--- DATA SUPPLIED ---

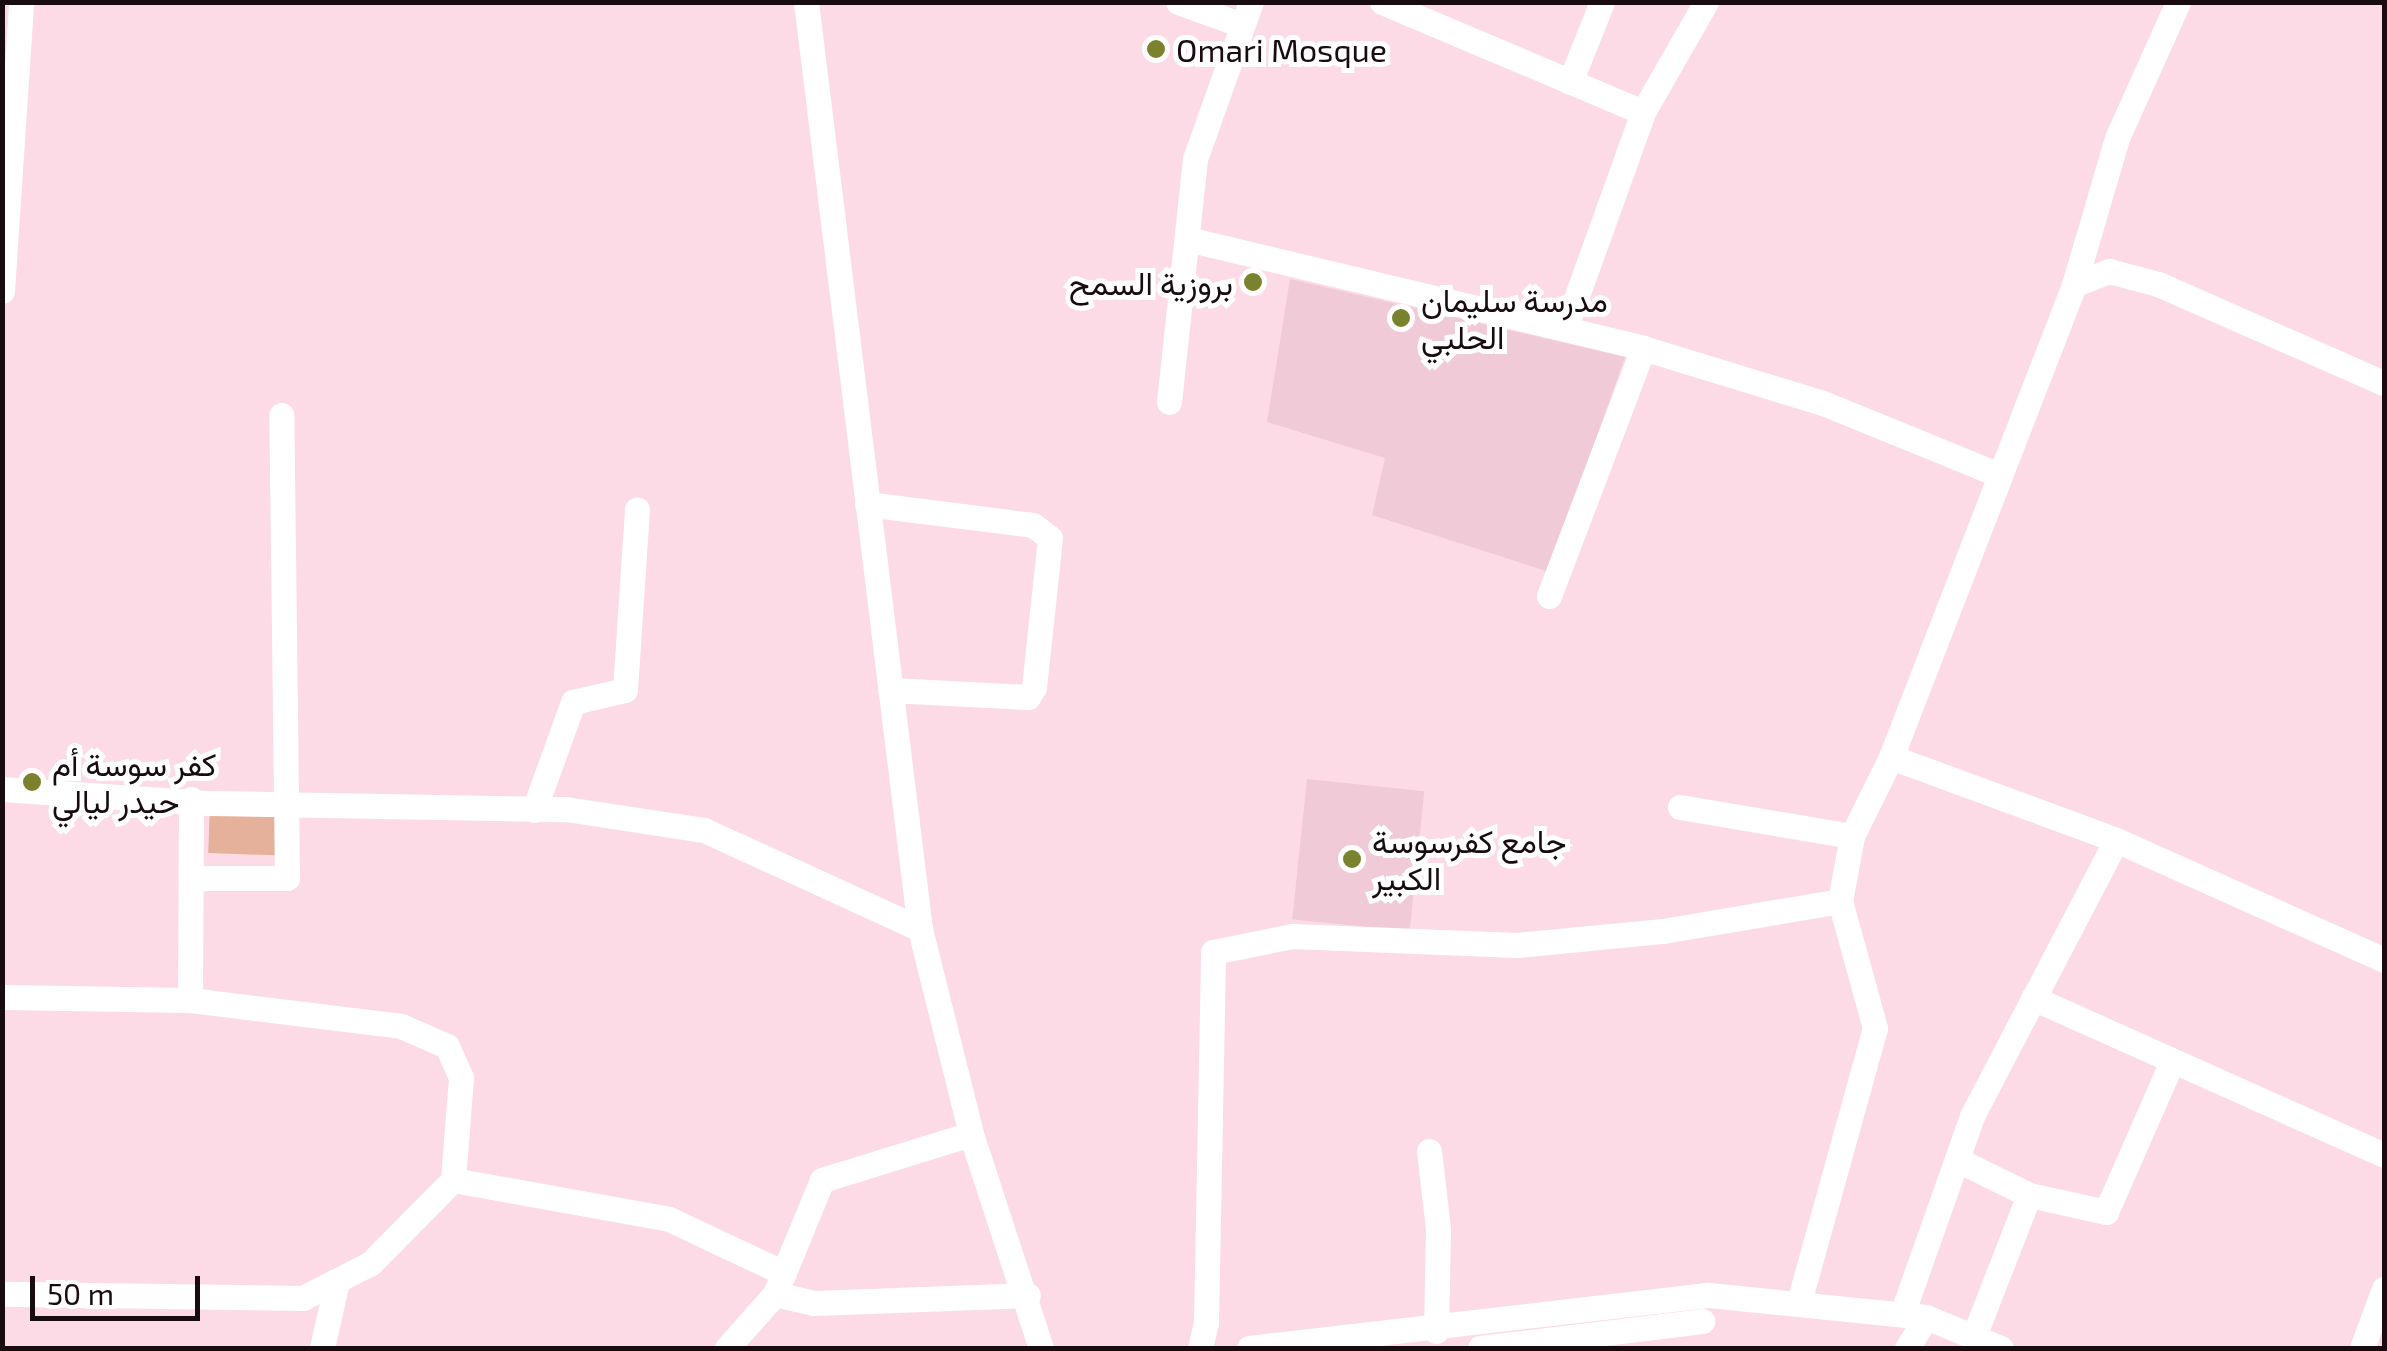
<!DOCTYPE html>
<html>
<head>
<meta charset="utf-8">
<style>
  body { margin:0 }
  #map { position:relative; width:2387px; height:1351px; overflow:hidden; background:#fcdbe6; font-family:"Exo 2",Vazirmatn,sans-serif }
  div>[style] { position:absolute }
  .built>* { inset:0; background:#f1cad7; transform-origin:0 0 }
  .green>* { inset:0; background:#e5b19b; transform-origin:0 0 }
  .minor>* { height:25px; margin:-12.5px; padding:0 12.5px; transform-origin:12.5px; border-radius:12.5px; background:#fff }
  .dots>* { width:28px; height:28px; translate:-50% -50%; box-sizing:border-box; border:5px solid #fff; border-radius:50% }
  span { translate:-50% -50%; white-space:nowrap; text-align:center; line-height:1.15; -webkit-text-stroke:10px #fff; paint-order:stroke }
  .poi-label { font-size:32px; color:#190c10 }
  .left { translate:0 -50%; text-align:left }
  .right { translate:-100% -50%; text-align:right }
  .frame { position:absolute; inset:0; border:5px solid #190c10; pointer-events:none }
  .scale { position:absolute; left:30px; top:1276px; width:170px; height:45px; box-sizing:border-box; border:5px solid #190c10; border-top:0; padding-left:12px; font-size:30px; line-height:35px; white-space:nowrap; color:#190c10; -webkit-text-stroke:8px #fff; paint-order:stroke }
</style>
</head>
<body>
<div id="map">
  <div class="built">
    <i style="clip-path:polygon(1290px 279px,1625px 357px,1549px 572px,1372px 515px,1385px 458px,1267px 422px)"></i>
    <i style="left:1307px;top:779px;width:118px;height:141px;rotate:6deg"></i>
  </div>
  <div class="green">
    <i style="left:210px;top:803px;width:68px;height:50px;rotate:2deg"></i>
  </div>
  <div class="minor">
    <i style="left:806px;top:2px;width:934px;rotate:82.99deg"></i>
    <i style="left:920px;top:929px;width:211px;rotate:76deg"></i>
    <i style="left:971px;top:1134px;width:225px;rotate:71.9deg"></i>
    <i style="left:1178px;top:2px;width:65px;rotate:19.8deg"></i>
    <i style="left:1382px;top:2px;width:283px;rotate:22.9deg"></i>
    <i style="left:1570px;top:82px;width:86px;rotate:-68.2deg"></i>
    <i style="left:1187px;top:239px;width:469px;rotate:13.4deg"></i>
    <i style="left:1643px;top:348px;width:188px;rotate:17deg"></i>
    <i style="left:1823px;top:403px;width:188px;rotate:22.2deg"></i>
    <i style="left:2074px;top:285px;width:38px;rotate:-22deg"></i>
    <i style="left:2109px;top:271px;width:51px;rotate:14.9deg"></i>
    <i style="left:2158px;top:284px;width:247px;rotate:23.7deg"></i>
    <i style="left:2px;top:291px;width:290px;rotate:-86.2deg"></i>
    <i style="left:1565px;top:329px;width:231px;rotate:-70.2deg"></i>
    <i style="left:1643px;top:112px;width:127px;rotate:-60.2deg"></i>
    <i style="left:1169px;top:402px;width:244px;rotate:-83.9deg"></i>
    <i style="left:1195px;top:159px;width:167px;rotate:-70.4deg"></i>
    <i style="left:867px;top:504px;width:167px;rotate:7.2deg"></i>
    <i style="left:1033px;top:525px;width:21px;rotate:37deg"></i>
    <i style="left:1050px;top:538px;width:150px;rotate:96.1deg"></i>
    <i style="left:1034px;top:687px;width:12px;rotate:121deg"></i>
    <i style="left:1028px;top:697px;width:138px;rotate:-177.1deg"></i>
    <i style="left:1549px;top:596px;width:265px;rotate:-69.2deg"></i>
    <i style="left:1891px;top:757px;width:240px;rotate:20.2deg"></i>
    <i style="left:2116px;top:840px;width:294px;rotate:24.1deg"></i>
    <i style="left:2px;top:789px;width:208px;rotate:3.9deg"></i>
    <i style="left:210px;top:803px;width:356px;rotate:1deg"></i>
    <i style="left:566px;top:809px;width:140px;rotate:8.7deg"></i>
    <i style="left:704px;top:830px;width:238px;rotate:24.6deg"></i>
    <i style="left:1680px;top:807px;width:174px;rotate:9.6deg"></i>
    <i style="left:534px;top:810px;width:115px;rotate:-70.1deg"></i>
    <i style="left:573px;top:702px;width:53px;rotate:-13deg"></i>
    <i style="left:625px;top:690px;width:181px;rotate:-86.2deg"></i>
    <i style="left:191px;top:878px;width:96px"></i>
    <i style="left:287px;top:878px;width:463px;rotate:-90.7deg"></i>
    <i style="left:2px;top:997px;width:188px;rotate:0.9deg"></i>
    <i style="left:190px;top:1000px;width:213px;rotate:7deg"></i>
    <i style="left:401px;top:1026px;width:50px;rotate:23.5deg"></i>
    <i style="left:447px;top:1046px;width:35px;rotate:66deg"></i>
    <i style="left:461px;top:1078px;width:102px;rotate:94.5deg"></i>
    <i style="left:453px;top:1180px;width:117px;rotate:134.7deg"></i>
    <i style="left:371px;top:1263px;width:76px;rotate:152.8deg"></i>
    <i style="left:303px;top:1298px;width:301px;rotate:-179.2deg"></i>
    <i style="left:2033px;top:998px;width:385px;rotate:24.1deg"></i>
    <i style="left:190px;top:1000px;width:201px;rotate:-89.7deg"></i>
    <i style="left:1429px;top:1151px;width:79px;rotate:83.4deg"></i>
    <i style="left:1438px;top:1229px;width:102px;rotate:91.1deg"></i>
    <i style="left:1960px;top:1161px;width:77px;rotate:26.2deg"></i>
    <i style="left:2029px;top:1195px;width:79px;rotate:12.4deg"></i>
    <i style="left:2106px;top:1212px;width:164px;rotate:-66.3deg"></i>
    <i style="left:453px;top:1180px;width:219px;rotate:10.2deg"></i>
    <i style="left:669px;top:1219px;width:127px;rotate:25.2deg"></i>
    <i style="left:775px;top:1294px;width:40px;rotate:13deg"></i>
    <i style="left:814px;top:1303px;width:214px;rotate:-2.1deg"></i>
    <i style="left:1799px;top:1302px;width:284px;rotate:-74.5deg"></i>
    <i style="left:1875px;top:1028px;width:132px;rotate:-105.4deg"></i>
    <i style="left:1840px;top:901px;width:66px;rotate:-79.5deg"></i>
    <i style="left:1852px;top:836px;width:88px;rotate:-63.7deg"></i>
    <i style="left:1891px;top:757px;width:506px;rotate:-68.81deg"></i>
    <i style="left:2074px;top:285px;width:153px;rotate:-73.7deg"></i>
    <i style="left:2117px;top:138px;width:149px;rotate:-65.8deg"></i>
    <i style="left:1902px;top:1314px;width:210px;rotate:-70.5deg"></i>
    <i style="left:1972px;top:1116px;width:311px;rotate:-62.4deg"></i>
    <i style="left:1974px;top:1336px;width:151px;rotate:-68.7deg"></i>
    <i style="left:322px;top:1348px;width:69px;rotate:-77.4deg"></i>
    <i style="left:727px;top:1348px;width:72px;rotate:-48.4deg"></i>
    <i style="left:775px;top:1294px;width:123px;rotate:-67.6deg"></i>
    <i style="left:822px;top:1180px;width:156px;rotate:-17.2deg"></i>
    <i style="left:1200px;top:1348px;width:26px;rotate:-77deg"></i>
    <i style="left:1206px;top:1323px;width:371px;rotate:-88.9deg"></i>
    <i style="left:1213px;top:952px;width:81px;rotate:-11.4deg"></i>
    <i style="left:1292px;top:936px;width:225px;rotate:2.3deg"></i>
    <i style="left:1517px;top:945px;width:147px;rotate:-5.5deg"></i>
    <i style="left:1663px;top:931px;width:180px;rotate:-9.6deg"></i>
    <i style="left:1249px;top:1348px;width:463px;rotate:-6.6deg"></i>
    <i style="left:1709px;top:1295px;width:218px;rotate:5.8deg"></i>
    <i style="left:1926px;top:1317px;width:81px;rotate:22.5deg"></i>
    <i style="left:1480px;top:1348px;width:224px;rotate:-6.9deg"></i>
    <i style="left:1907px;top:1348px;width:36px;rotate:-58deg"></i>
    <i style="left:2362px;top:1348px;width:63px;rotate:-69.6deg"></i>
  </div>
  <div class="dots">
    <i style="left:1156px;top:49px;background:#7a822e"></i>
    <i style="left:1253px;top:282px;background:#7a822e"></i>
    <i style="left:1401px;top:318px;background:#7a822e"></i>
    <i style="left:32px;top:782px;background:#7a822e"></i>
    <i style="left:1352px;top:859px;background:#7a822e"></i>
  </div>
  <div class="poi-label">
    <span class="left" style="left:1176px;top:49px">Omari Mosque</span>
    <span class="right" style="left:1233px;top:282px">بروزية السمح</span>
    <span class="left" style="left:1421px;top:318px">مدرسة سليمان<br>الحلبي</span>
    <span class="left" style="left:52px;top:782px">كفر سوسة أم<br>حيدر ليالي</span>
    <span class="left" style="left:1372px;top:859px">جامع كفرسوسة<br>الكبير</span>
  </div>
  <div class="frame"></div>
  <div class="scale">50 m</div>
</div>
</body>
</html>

* * *

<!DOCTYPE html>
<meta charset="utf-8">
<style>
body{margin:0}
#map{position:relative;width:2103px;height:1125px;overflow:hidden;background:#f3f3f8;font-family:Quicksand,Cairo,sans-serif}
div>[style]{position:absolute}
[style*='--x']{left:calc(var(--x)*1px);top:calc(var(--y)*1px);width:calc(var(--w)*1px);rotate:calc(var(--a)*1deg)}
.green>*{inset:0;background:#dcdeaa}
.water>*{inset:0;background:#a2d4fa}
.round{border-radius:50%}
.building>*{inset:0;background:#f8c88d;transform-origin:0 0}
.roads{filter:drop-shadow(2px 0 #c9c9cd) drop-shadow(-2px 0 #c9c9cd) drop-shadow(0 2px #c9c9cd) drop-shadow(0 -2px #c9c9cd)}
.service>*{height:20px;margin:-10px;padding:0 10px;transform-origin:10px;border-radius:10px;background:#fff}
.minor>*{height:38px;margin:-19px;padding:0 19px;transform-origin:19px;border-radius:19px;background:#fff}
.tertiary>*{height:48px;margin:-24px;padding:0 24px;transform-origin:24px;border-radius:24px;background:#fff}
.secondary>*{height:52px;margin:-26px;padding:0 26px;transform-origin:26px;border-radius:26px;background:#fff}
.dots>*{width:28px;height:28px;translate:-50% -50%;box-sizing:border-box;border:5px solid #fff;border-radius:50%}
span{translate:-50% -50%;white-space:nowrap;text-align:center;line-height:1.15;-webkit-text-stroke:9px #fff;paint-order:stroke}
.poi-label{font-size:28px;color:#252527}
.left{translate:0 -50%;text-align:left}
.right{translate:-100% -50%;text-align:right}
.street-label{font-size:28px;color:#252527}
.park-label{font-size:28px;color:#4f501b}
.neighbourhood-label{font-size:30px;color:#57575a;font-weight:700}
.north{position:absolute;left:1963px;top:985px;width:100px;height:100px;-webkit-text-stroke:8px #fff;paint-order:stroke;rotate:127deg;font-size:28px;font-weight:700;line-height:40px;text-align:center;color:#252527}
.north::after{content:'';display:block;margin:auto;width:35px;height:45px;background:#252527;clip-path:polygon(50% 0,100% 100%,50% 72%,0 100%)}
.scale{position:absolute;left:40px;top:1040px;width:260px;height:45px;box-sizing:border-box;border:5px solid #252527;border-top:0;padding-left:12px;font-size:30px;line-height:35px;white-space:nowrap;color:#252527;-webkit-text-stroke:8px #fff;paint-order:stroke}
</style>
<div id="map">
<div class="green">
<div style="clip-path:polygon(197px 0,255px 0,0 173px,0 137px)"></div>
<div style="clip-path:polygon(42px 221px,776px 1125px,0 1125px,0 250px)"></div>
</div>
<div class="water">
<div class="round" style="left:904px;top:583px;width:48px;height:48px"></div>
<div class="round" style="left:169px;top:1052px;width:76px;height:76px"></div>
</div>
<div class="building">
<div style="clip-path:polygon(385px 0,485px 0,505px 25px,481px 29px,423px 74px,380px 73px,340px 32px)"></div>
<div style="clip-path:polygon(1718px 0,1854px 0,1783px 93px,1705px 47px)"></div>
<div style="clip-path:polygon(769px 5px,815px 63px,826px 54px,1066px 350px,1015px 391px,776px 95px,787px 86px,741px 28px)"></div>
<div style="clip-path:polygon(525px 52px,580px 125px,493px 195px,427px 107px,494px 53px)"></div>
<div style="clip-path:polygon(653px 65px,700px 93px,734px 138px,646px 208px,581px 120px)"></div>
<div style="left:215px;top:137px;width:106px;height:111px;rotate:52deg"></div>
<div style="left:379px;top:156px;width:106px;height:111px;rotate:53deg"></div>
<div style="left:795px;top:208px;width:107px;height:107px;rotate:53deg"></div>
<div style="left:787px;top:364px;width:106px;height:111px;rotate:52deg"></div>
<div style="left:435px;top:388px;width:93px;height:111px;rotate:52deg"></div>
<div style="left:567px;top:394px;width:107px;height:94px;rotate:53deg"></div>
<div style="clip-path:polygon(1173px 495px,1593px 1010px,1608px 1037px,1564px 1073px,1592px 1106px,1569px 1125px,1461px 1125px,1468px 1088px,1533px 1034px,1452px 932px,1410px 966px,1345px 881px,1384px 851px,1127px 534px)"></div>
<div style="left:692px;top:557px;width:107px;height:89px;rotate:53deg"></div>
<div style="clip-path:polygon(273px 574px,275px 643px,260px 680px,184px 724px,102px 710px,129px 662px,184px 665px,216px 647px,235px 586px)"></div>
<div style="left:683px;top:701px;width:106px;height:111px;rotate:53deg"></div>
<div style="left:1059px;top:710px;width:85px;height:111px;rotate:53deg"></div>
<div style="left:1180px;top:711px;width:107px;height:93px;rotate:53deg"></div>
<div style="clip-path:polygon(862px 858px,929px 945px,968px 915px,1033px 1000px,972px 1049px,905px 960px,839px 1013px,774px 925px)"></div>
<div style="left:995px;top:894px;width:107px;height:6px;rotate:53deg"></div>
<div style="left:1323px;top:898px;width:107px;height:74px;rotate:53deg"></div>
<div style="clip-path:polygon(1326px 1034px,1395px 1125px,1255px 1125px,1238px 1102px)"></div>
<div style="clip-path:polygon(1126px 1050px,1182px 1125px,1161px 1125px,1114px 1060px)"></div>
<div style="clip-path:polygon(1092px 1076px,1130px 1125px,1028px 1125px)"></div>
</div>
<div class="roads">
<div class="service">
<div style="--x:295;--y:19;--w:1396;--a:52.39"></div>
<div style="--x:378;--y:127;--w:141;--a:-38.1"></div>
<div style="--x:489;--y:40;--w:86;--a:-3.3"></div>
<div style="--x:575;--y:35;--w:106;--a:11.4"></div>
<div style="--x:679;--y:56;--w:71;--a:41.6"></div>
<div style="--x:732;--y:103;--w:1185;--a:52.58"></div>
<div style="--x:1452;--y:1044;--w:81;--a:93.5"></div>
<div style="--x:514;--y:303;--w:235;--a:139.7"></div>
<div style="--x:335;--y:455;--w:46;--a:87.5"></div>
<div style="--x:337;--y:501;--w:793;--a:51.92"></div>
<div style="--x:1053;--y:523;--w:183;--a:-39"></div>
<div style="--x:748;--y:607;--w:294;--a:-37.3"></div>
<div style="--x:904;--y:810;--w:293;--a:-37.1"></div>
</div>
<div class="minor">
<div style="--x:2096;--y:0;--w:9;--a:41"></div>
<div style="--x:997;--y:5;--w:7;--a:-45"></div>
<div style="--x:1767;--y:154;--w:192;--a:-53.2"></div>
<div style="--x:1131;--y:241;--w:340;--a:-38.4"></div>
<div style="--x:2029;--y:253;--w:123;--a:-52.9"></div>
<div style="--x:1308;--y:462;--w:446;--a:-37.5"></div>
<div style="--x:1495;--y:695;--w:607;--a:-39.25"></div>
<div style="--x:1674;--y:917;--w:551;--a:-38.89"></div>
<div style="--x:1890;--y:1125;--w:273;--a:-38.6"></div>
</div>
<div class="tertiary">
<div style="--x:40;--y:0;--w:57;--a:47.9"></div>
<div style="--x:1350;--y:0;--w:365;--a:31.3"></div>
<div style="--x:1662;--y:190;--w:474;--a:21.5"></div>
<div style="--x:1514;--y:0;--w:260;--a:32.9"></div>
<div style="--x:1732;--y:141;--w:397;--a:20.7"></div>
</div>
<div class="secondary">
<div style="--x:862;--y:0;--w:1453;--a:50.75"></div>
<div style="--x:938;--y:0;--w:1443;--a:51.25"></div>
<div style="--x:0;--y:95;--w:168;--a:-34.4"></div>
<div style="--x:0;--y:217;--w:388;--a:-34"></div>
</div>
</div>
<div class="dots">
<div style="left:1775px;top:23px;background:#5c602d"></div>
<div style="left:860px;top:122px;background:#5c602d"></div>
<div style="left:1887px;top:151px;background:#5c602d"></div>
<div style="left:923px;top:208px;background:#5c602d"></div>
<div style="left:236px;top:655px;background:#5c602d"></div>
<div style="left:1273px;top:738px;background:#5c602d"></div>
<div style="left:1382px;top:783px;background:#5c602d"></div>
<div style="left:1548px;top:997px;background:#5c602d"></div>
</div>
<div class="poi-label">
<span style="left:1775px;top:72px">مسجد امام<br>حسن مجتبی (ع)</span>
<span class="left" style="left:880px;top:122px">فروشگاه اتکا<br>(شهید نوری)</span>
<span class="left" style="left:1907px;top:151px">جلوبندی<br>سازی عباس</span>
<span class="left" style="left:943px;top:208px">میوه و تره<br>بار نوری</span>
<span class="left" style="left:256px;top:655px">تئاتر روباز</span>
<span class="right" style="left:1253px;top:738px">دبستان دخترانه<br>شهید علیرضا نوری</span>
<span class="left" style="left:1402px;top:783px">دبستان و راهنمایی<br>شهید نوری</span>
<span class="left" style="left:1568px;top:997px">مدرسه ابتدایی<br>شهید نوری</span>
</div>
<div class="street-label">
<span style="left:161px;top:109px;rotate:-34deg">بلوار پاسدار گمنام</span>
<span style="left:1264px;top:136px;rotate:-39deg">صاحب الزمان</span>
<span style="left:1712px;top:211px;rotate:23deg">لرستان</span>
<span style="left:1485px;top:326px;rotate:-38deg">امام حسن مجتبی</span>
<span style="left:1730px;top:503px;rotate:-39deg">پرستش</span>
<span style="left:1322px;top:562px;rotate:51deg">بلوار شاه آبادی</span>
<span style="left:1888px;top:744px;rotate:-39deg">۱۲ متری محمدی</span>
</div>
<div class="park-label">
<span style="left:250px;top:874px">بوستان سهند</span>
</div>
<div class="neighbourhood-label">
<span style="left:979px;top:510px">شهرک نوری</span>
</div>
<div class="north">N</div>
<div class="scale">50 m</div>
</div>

--- EXERCISE ---
Pick every line containing the word "hidden" out of the material, and copy those lines.

--- WRITTEN SOLUTION ---
  #map { position:relative; width:2387px; height:1351px; overflow:hidden; background:#fcdbe6; font-family:"Exo 2",Vazirmatn,sans-serif }
#map{position:relative;width:2103px;height:1125px;overflow:hidden;background:#f3f3f8;font-family:Quicksand,Cairo,sans-serif}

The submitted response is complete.